### Exercise
Your answer must be an exact transcription of the data, with every picture omitted.

### Supplied information

Content starts

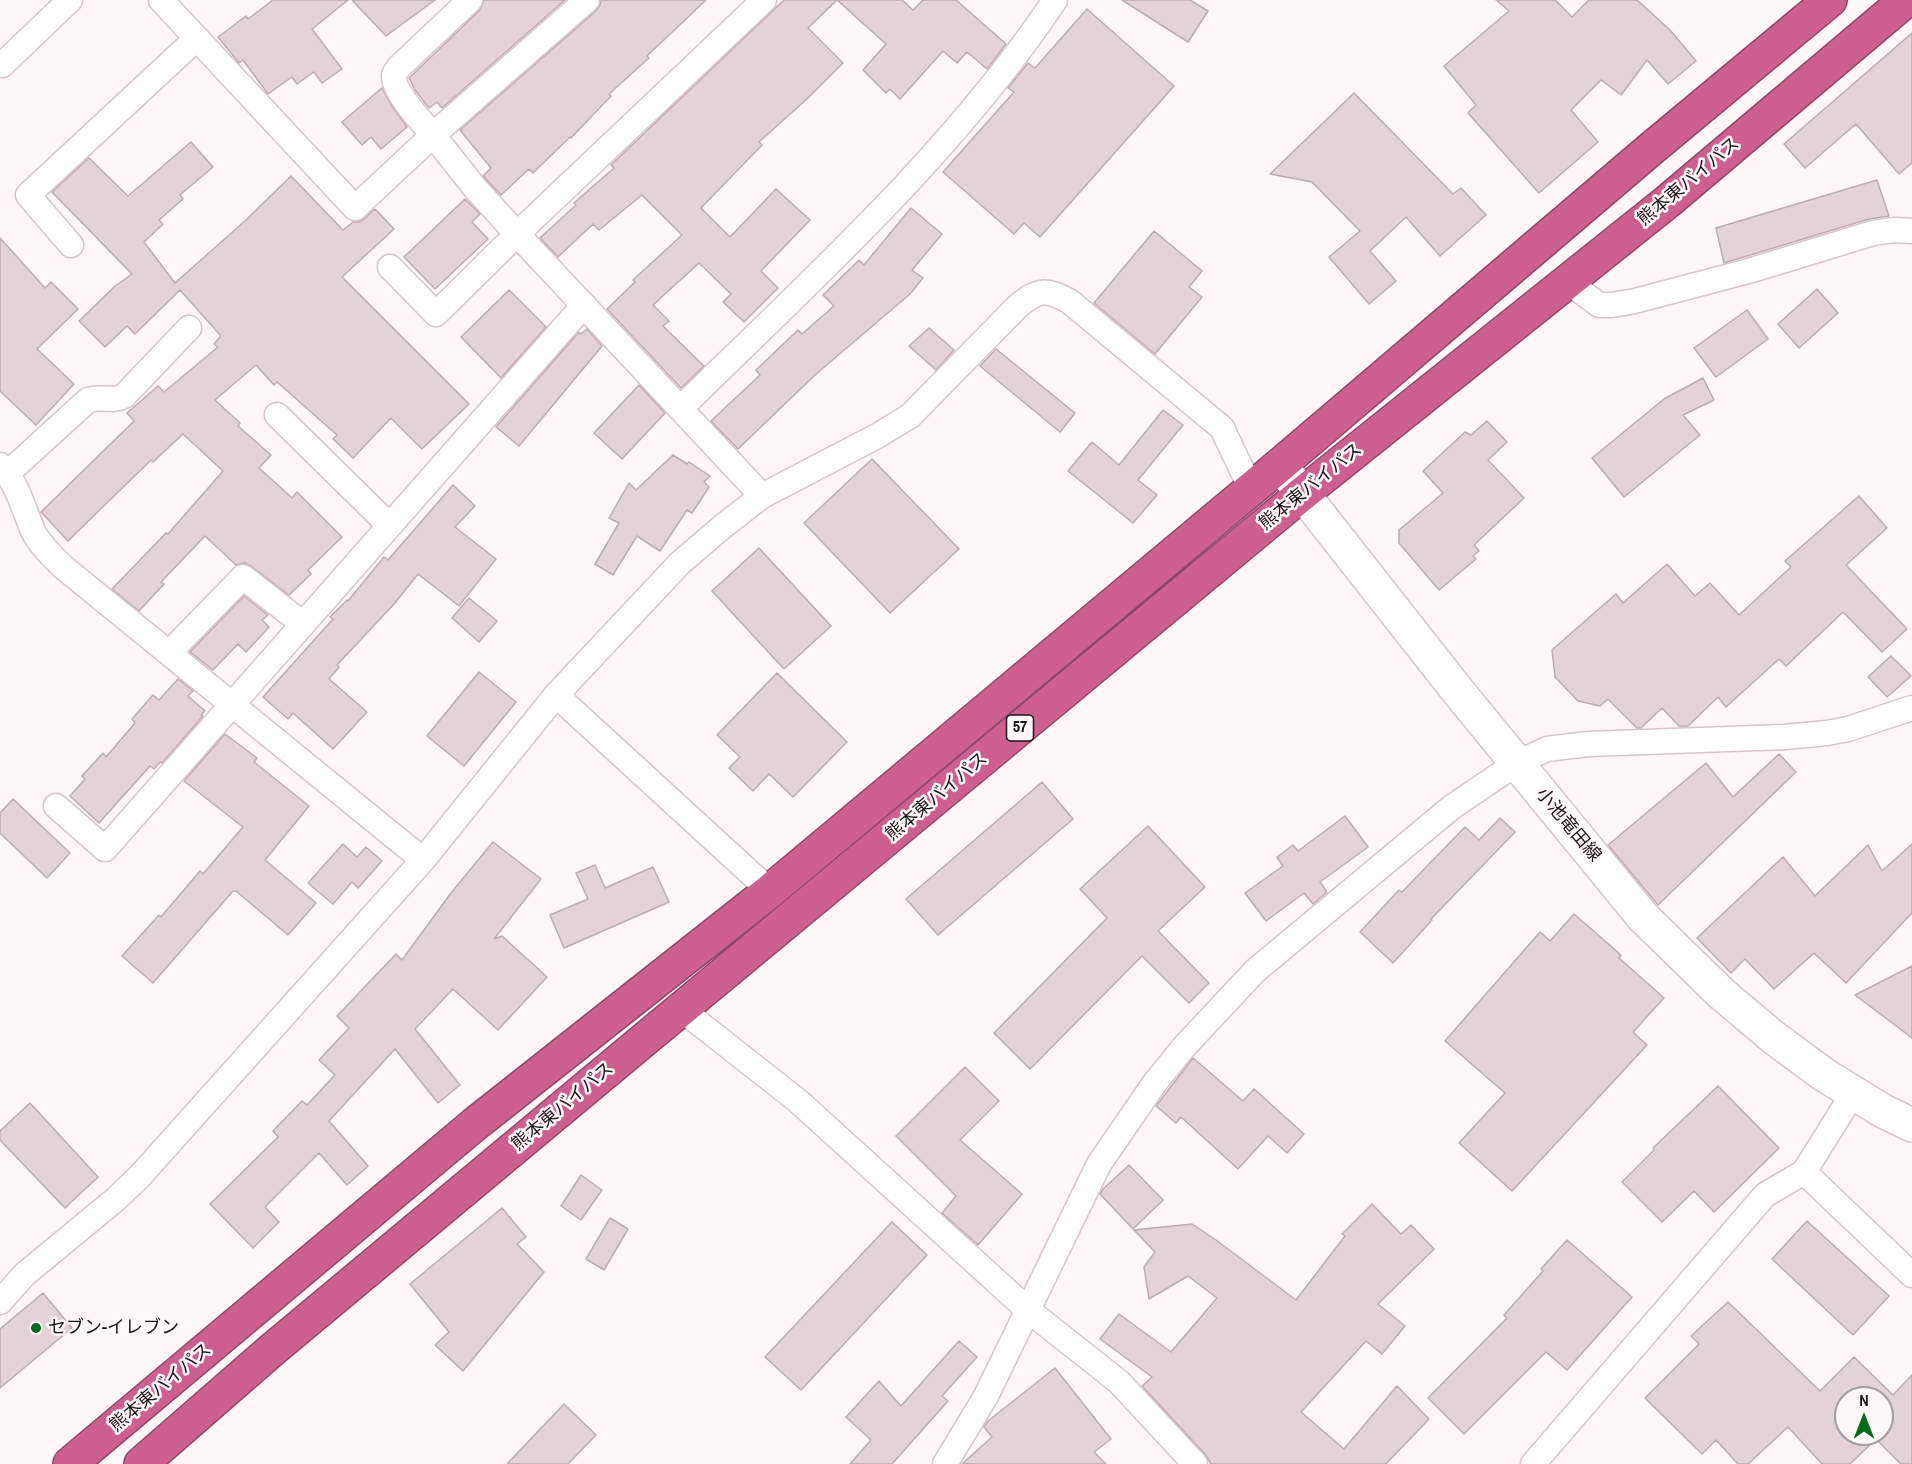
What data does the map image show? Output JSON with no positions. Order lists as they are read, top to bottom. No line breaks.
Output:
{"streets":{"highway":["熊本東バイパス","57"],"main road":["小池竜田線"]},"crossings":[["熊本東バイパス","小池竜田線"]],"places":["セブン-イレブン"],"north":"top"}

Content ends

### Exercise result
What data does the map image show? Output JSON with no positions. Order lists as they are read, top to bottom. No line breaks.
Output:
{"streets":{"highway":["熊本東バイパス","57"],"main road":["小池竜田線"]},"crossings":[["熊本東バイパス","小池竜田線"]],"places":["セブン-イレブン"],"north":"top"}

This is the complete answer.